### Introduction

In this tutorial, we will compare the access and performance and size of the `.SAFE` Sentinel-2 L2A Items available at the [Copernicus Data Space Ecosystem](https://dataspace.copernicus.eu/) (CDSE) vs. the `.zarr` products directly from the [EOPF Sentinel Zarr Sample Service STAC Catalog](https://stac.browser.user.eopf.eodc.eu/?.language=en).

### What we will learn

- `.SAFE` access through the CDSE
- .zarr access through the STAC Catalog
- The 

### Prerequisites

It is advised that you go through the previous [section](33_eopf_stac_connection.ipynb), as it gives you an introduction on how to access a STAC catalog programmatically.

As we will be using the traditional `.SAFE` format for comparison, you will need to create a user account inside the [CDSE](https://dataspace.copernicus.eu/). If you have not yet registered, you can create an account [here](https://identity.dataspace.copernicus.eu/auth/realms/CDSE/login-actions/registration?execution=10f09889-a37b-4bbf-90c9-b833b16ddb55&client_id=account-console&tab_id=KPrlB_gk1KE). To register in the platform and learn about all the data you can access, follow [this tutorial](https://documentation.dataspace.copernicus.eu/Registration.html).<br>
This registration will allow you to generate tokens that will be needed to access and download the Sentinel data sets we are interested in.

#### Item of Interest

To compare the equivalent `.zarr` Item to the traditional `.SAFE` item, we will focus on the southern area of Lower Saxony, Germany.
The items that cover this geographical area of interest for this tutorial are:

The .SAFE product:
- `S2C_MSIL2A_20250415T102041_N0511_R065_T32UNC_20250415T160234.SAFE`

The .zarr product:
- `S2C_MSIL2A_20250415T102041_N0511_R065_T32UNC_20250415T160234.zarr`

It is important to point out that until the current re-engineering, one `.SAFE` item equals one `.zarr` item, meaning they cover the same extent and bounding box.

In the future, ESA is looking forward to developing an entire data set dedicated to zarr, and a new general format will be unified. These efforts are under current development.

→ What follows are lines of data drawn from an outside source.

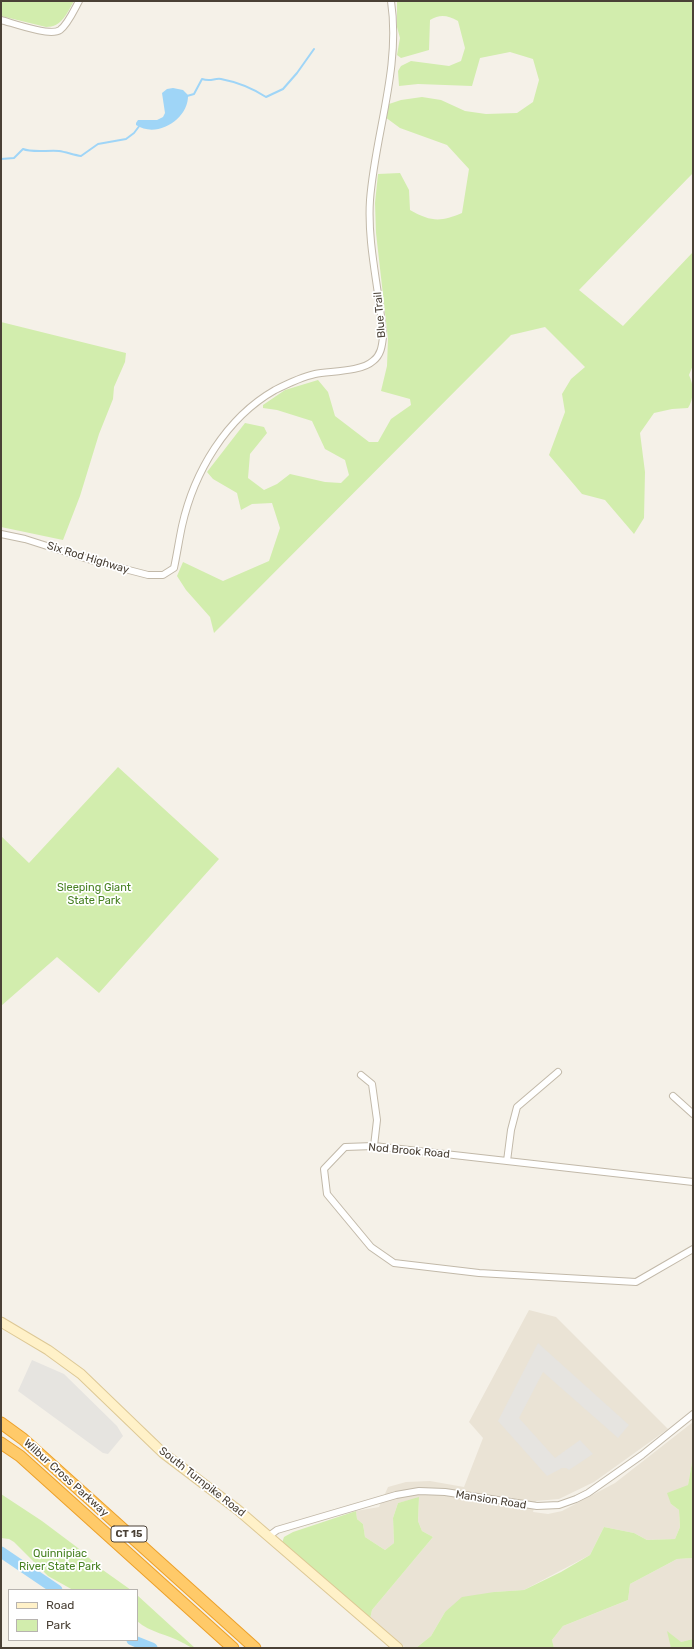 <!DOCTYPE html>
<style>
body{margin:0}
#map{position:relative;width:694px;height:1649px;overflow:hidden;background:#f5f1e8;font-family:Rubik,sans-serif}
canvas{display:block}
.frame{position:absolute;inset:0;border:2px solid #4a4136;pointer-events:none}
.legend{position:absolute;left:8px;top:1589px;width:130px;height:52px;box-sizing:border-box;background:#fff;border:1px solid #b7b3af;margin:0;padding:5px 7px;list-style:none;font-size:12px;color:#4a4136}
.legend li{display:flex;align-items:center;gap:8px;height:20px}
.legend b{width:20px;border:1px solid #b7b3af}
</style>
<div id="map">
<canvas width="694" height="1649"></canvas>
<div class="frame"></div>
<ul class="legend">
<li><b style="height:5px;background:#fff1c8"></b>Road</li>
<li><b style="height:11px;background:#d2edad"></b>Park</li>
</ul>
</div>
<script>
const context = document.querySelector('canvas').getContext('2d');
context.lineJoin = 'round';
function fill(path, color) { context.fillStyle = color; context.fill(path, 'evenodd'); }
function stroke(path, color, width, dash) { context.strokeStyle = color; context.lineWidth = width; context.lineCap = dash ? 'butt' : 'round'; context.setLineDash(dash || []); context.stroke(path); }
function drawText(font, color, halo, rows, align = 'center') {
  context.font = font + ' Rubik,sans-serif'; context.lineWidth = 3.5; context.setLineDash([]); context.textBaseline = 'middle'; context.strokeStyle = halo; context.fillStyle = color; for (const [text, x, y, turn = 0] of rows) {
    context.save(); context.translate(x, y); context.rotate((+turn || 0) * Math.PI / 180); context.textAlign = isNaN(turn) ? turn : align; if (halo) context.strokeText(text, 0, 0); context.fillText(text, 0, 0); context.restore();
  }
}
fill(new Path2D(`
 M529 1310 556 1317 668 1429 594 1482 559 1499 536 1501 533 1512 548 1514 562 1511 615 1483 693 1422V1457L688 1485 671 1504 679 1510 680 1527 675 1539 647 1540 634 1533 604 1527 590 1555 524 1590 494 1592 445 1612 431 1636 416 1648H406L370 1619 372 1610 433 1537 422 1531 418 1521 419 1498 398 1503 393 1518 394 1543 385 1550 365 1537 363 1524 357 1519 356 1511 379 1507 388 1487 406 1482 430 1481 464 1487 483 1438 469 1422Z
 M693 1558V1639L681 1642 671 1648H554L552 1640 563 1626 628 1600 630 1584 677 1559Z`), '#eae3d5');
fill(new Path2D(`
 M1 1H74C67 13 62 27 46 27L1 16Z
 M397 1H693V173L579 290 623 326 693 252V365L689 375C694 385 694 399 688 408L672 409 654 413 640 433 645 472 644 518 634 534 605 500 582 494 549 455 565 412 562 394 571 379 585 367 545 327 511 335 214 633 210 617 186 590 177 576 183 562 223 581 269 561 280 528 272 503 252 504 241 510 237 493 213 479 207 472 245 423 264 427 267 433 250 454 248 478 264 490 277 484 290 474 325 482 341 483 349 475 345 460 325 449 312 421 277 410 263 408V405L285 390 318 380 328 392 335 416 369 442H378L391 419 411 405 410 399 381 391 387 366 388 339 376 233 375 203 378 174 400 173 409 190 410 210C431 222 441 222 462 213L469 169 447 145 400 128 385 117 389 104 401 100 422 97 441 100 465 111 486 114 517 113 533 102 539 80 533 59 510 52 480 58 472 86 418 84 399 86 398 71 401 66 411 61 449 66 461 61 465 48 458 21C447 15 440 14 430 20L429 50 401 58 397 55 400 38 397 27Z
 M1 322 126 353 125 362 114 387 113 399 99 434 80 496 63 540 1 527Z
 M118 767 219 859 99 993 57 957 1 1006V836L29 863Z
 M693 1457V1558L677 1559 630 1584 628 1600 563 1626 552 1640 554 1648H416L431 1636 445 1612 462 1597 494 1592 524 1590 561 1572 590 1555 604 1527 634 1533 647 1540 675 1539 680 1527 679 1510 671 1504 667 1493 688 1485Z
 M1 1494 42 1521 78 1548 100 1568 131 1590H73L48 1576 14 1542 9 1539 1 1538Z
 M419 1497 418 1521 422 1531 433 1537 372 1610 370 1619 282 1543 284 1537 293 1532 356 1511 357 1519 363 1524 365 1537 385 1550 394 1543 393 1518 398 1503Z
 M137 1595 195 1648C190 1648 188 1645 183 1643 168 1634 150 1633 137 1621Z
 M667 1631 681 1642 693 1639V1648H671Z`), '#d2edad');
fill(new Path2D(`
 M538 1343 629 1425 618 1438 543 1372 519 1418 555 1458 580 1440 593 1454 569 1470 566 1468H562L547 1476 498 1421Z
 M32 1360 64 1374 117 1426 123 1436 108 1454 103 1453 18 1391Z`), '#e6e4e0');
fill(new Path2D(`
 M173 88 183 90 188 95C189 119 157 139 136 125V123L138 120H157L163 117 165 113 162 93 167 89Z`), '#9fd5f7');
stroke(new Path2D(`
 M187 96 194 94 202 79C211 82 214 78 221 79 237 82 252 88 266 97L283 89 297 73 314 49
 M1 159 14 158 23 149C32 153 48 150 59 151 66 152 74 155 81 156L98 144 126 139 134 133 140 125`), '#9fd5f7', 2);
stroke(new Path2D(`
 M1 1552 57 1590
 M132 1640 152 1648`), '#9fd5f7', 11);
const street = new Path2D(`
 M1 20C13 23 50 37 60 30 68 24 74 10 79 1
 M1 534 25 539 94 561 148 575H163L174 568C177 554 179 540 182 526 194 472 226 418 275 390 287 384 301 377 315 374 330 371 361 372 373 361 381 355 382 346 383 337 380 291 367 246 370 200 375 134 401 68 391 1
 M361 1075 372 1084 373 1091 377 1120 374 1146
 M673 1096 693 1114
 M507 1161 511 1130 517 1107 558 1072
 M693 1182 374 1146 345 1147 324 1169 327 1194 371 1247 394 1263 479 1273 636 1282 693 1249
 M269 1536 277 1530 396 1495 419 1491 445 1492 537 1506 559 1505 576 1499 588 1493 642 1455 693 1414`);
const secondary = new Path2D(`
 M1 1322 48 1350 81 1374 163 1453 238 1510 398 1648`);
const highway = new Path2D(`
 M1 1423 23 1439 255 1648
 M1 1443 20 1456 233 1648`);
stroke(street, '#c2b9a9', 8);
stroke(secondary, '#ddc895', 11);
stroke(highway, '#eca12b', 13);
stroke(street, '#fff', 6);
stroke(secondary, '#fff1c8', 9);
stroke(highway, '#ffca69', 11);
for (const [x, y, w] of [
 [129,1534,36]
]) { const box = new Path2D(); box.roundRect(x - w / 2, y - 8, w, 16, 3); context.fillStyle = '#fff'; context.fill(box); stroke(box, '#4a4136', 1); }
drawText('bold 10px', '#4a4136', null, [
 ["CT 15",129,1534]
]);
drawText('11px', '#4a4136', '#fff', [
 ["Blue Trail",380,315,-95],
 ["Six Rod Highway",88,558,17],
 ["Nod Brook Road",409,1151,5],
 ["Wilbur Cross Parkway",66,1478,42],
 ["South Turnpike Road",202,1482,38],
 ["Mansion Road",491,1500,9]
]);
drawText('11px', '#488223', '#fff', [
 ["Sleeping Giant",94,888],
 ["State Park",94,901],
 ["Quinnipiac",60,1554],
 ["River State Park",60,1567]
]);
</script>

To follow the ongoing discussion, visit the [CDSE Forum](https://forum.dataspace.copernicus.eu/) for the latest updates.


<hr>

#### Import libraries

In [1]:
import requests
import os
import getpass
import numpy as np
import time
import zipfile
import pystac
import matplotlib.pyplot as plt
#from typing import List, Optional, cast
from pystac import Collection, MediaType
from pystac_client import Client, CollectionClient
from datetime import datetime
import xarray as xr
import rioxarray
import s3fs
import xml.etree.ElementTree as ET

#### Helper functions

##### `get_access_token()`

The CDSE provides a tutorial on how to download via API, Items of interest for the Sentinel missions through the **OpenData Protocol** (OData).
To utilise your CDSE credentials and generate the tokens for your retrieval, this function will help us generate the needed tokens.

In [2]:
def get_access_token(username: str, password: str) -> str:
    data = {
        "client_id": "cdse-public", 
        "username": username, #input credentials
        "password": password,
        "grant_type": "password",
    }
    try:
        r = requests.post( # constructing the request
            "https://identity.dataspace.copernicus.eu/auth/realms/CDSE/protocol/openid-connect/token",
            data=data,
        )
        r.raise_for_status()
    except Exception as e:
        raise Exception(
            f"Access token creation failed. Reponse from the server was: {r.json()}"
        )
    return r.json()["access_token"]

<hr>

## Connection to the CDSE

Once an account is created, we are able to provide the designed credentials that will allow us to get the files of interest and download them directly to our local machine.

In [3]:
user_name = input("Enter your CDS username (email): ") 
def_pass = input("Enter your CDS password: ")


As we are willing to compare performance response, we will consider the running time this procedure takes us from providing the credentials until the data is accessed in our local working space.


In [4]:
st= time.time()   # Starts calculating the access time 
access_token = get_access_token(user_name, def_pass)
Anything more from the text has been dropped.